_Problem statement_
Find the line containing "Give me a JSON" in the records below. Copy exactly that line and each one after it, ending at the line containing "Map reading. What", and nothing more.
+---+
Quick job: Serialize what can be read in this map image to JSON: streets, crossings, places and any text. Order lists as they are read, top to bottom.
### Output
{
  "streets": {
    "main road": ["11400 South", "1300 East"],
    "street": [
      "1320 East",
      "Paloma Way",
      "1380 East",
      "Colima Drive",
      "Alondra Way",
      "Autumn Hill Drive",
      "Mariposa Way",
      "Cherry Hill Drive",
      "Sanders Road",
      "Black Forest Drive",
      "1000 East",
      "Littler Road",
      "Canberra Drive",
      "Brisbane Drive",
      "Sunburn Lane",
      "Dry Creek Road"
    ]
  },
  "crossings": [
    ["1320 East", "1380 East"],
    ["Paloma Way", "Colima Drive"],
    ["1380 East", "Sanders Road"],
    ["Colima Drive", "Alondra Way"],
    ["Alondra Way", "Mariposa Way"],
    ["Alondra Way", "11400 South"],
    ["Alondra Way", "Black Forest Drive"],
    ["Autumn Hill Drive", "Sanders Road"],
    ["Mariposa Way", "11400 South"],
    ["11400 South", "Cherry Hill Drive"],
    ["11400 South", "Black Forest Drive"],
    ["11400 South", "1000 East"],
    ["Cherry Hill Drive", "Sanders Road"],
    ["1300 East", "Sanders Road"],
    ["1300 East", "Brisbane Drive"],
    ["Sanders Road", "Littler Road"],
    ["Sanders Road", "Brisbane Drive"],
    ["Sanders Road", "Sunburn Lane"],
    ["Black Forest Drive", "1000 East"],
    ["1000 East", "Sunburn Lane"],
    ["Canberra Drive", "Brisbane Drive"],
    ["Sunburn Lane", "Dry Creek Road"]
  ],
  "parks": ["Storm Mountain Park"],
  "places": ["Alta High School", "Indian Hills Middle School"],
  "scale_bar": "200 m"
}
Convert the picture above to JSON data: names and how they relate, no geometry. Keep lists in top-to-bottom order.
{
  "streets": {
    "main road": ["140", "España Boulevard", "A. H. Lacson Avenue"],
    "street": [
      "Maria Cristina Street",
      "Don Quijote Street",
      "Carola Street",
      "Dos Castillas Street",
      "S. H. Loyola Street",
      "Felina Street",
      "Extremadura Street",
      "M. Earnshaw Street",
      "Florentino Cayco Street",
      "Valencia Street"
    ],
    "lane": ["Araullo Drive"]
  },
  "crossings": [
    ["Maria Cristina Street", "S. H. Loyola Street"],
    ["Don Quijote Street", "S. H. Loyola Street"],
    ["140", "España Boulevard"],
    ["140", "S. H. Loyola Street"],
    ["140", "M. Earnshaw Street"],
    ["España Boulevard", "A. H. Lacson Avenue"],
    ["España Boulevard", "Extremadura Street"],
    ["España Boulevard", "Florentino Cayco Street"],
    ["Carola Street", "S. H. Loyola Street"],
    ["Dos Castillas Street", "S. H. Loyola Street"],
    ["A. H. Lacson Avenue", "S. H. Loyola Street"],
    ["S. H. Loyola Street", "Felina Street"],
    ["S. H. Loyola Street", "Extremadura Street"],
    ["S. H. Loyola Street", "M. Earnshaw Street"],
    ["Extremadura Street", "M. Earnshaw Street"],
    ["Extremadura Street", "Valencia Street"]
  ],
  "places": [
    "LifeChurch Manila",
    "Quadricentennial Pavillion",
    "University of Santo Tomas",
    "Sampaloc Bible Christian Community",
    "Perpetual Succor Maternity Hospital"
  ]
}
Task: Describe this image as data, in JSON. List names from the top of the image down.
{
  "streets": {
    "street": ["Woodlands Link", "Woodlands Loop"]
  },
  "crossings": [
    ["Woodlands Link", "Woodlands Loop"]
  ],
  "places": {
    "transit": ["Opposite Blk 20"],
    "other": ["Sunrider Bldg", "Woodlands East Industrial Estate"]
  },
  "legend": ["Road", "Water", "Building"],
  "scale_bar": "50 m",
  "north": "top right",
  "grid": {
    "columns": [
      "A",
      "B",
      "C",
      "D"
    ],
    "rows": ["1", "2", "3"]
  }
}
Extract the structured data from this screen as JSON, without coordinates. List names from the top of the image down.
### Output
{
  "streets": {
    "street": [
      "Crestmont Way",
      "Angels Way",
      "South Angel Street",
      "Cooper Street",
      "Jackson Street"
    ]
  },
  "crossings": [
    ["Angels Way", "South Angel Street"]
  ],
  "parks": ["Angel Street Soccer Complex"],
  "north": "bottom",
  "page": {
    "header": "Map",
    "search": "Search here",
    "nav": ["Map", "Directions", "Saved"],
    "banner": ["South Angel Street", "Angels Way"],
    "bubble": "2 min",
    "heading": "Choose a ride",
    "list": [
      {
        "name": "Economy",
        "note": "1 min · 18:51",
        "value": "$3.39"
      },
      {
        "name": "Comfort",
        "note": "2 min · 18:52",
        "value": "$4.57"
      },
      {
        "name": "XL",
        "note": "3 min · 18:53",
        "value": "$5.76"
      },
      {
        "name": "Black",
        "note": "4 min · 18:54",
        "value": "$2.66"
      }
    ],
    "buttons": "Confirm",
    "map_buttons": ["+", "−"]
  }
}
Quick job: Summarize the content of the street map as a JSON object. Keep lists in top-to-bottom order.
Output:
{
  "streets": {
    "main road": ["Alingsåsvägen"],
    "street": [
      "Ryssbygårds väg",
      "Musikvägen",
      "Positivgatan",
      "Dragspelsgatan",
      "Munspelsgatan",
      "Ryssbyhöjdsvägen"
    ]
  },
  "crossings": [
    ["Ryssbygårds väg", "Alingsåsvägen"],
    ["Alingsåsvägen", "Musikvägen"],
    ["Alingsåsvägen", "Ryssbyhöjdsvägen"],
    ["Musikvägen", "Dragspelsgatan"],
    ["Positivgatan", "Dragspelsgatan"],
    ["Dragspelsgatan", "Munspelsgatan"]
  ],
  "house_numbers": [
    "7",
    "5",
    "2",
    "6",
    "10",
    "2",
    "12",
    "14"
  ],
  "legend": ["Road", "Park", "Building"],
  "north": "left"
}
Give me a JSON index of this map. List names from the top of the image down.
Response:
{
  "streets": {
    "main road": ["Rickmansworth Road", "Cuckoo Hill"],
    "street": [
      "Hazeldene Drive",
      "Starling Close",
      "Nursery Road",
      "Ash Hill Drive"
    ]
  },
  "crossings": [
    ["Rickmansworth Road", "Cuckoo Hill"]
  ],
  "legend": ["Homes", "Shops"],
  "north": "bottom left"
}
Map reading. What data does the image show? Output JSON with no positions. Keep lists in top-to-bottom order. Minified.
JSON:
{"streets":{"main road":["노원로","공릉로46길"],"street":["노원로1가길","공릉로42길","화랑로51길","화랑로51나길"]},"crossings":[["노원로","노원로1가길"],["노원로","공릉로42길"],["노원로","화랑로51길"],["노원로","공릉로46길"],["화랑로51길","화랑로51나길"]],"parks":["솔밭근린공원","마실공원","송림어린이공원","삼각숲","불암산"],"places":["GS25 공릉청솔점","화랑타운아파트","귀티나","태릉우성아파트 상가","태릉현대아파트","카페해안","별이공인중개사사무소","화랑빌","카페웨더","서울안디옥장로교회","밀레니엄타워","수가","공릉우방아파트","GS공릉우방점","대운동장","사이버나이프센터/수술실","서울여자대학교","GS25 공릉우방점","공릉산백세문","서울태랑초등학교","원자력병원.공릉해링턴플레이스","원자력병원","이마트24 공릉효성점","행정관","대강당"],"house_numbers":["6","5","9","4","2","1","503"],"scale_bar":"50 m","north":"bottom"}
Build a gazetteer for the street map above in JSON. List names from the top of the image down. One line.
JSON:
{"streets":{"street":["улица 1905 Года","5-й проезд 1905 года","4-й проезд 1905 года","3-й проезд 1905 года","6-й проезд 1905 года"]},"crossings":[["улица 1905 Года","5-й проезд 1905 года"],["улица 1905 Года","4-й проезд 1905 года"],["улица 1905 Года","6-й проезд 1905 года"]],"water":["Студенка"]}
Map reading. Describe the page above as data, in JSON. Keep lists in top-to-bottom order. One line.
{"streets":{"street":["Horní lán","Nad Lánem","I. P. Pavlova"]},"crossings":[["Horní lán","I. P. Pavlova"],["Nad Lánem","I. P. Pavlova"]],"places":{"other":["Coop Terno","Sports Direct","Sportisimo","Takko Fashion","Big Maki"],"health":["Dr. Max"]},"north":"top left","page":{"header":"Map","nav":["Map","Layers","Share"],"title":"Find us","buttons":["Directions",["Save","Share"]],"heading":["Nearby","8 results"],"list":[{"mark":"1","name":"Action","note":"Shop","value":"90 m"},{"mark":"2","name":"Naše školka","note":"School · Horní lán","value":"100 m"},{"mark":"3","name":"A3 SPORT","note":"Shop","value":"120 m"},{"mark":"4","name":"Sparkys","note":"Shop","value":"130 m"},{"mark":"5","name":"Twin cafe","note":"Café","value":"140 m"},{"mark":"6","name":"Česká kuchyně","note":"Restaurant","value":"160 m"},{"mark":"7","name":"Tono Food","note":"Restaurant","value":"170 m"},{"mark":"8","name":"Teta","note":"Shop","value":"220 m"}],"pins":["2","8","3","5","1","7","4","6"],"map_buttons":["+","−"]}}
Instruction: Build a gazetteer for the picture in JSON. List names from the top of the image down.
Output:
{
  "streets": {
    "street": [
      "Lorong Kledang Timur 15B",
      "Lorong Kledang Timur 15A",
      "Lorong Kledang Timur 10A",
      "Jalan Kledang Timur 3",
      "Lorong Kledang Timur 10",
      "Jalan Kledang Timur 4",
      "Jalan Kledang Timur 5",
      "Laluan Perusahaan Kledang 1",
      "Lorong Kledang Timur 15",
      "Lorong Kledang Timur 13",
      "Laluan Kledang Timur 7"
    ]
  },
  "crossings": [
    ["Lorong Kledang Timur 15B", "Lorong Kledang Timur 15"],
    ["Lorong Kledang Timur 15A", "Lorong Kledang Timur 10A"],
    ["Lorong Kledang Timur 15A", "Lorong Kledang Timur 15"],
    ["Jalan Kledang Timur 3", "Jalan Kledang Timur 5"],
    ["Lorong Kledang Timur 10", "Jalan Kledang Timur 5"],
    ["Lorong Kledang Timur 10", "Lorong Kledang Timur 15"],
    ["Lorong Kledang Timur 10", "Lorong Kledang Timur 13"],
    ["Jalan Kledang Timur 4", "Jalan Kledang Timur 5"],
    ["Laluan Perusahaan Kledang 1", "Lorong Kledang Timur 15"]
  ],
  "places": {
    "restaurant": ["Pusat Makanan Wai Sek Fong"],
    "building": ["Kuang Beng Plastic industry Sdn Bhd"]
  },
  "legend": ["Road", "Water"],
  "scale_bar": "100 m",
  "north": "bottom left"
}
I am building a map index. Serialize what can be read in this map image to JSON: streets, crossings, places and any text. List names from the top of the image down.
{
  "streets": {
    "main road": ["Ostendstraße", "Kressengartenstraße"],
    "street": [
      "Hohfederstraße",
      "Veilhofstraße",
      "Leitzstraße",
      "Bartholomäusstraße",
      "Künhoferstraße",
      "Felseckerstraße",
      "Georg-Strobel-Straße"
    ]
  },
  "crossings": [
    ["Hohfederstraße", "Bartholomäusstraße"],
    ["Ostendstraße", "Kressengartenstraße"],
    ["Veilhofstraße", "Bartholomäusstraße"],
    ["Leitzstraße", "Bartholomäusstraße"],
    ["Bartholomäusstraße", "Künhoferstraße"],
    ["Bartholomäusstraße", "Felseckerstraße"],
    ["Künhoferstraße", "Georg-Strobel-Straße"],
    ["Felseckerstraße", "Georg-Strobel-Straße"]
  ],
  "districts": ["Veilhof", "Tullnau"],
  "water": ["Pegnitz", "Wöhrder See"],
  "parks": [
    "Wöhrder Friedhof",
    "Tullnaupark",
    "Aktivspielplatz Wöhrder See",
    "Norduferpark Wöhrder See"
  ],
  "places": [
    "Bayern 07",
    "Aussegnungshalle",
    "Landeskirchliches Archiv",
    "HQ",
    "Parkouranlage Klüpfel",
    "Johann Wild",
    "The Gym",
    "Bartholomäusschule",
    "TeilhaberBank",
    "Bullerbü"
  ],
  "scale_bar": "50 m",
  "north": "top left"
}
+---+
_Exercise answer_
Give me a JSON index of this map. List names from the top of the image down.
Response:
{
  "streets": {
    "main road": ["Rickmansworth Road", "Cuckoo Hill"],
    "street": [
      "Hazeldene Drive",
      "Starling Close",
      "Nursery Road",
      "Ash Hill Drive"
    ]
  },
  "crossings": [
    ["Rickmansworth Road", "Cuckoo Hill"]
  ],
  "legend": ["Homes", "Shops"],
  "north": "bottom left"
}
Map reading. What data does the image show? Output JSON with no positions. Keep lists in top-to-bottom order. Minified.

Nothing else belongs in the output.